In view of this, Changzhou Science and Technology Bureau decided to construct a regional innovation system, by cultivating high-tech companies and research institutes, and establishing
78 enterprise technology centres, including 3 national level, 15 provincial and 60 municipal level, 27 engineering research centres, including 1 national, 9 provincial and 17 municipal, 3 post-doctoral technical innovation centres, and 19 scientific research institutes. These institutions not only made significant achievements in research and development, but also set up an effective operating mechanism. The infrastructure played an important role in the development of high-tech industry and the construction of regional innovation system. (Changzhou Government, 2006)

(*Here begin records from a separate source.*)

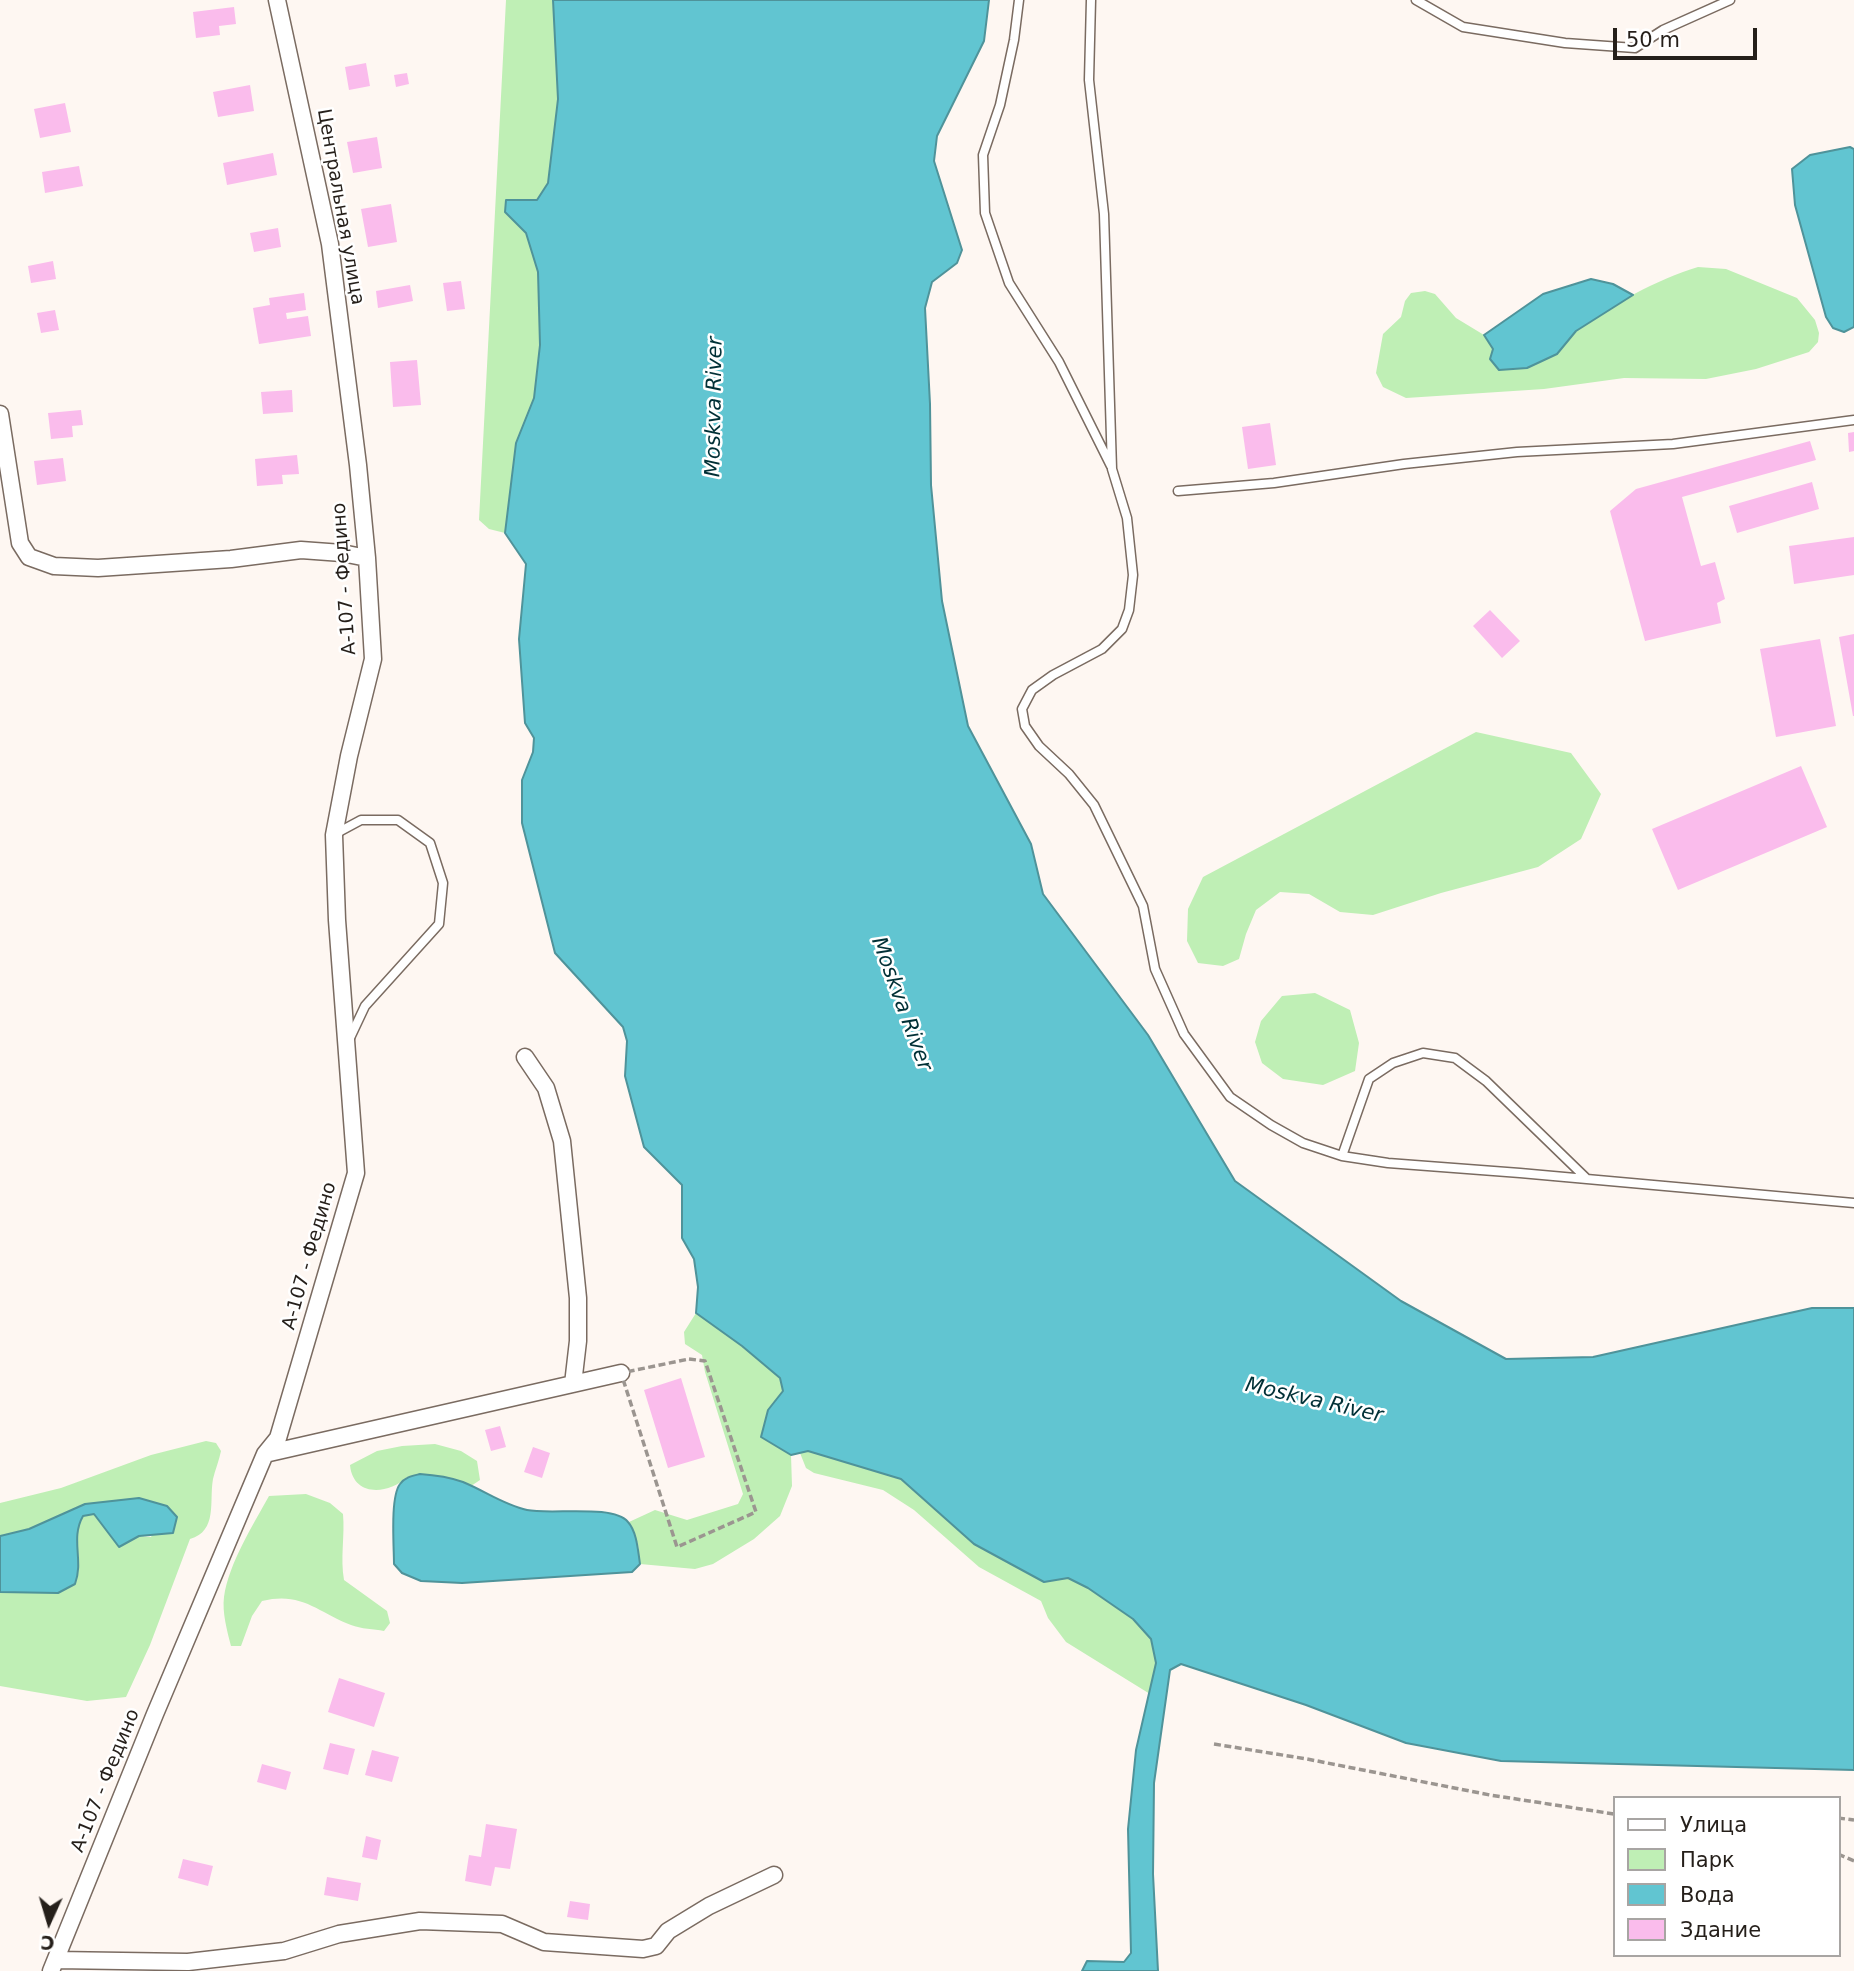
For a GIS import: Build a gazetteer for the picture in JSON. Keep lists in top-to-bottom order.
{
  "streets": {
    "street": ["Центральная улица", "А-107 - Федино"]
  },
  "crossings": [
    ["Центральная улица", "А-107 - Федино"]
  ],
  "water": ["Moskva River"],
  "legend": [
    "Улица",
    "Парк",
    "Вода",
    "Здание"
  ],
  "scale_bar": "50 m",
  "north": "bottom"
}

To enrich knowledge resource, the government launched large-scale seminars, inviting Tsinghua University, 3 Peking University, 4 Southeast University, 5 Xi’an Jiao Tong University, 6 Zhejiang University, 7 and China Academy of Sciences 8 for education and research exchange. This helped companies to solve problems concerning science and technology, and created an innovative culture. With resource sharing, education programmes, conferences and forums were launched by universities in and outside Changzhou. Companies participated for collective learning, building research centres together with universities. A special admin office, the Technology Management Office, was formed by Science and Technology Bureau to coordinate activities. At this stage, service and IP protection were incomplete yet. The government mainly focused on the nurturing SMEs and research centres. There were more than 400 innovation forums, resulting in 2000 collaboration projects, and 31.3 billion RMB technology related trading (data source: interview to Changzhou Science and Technology Bureau).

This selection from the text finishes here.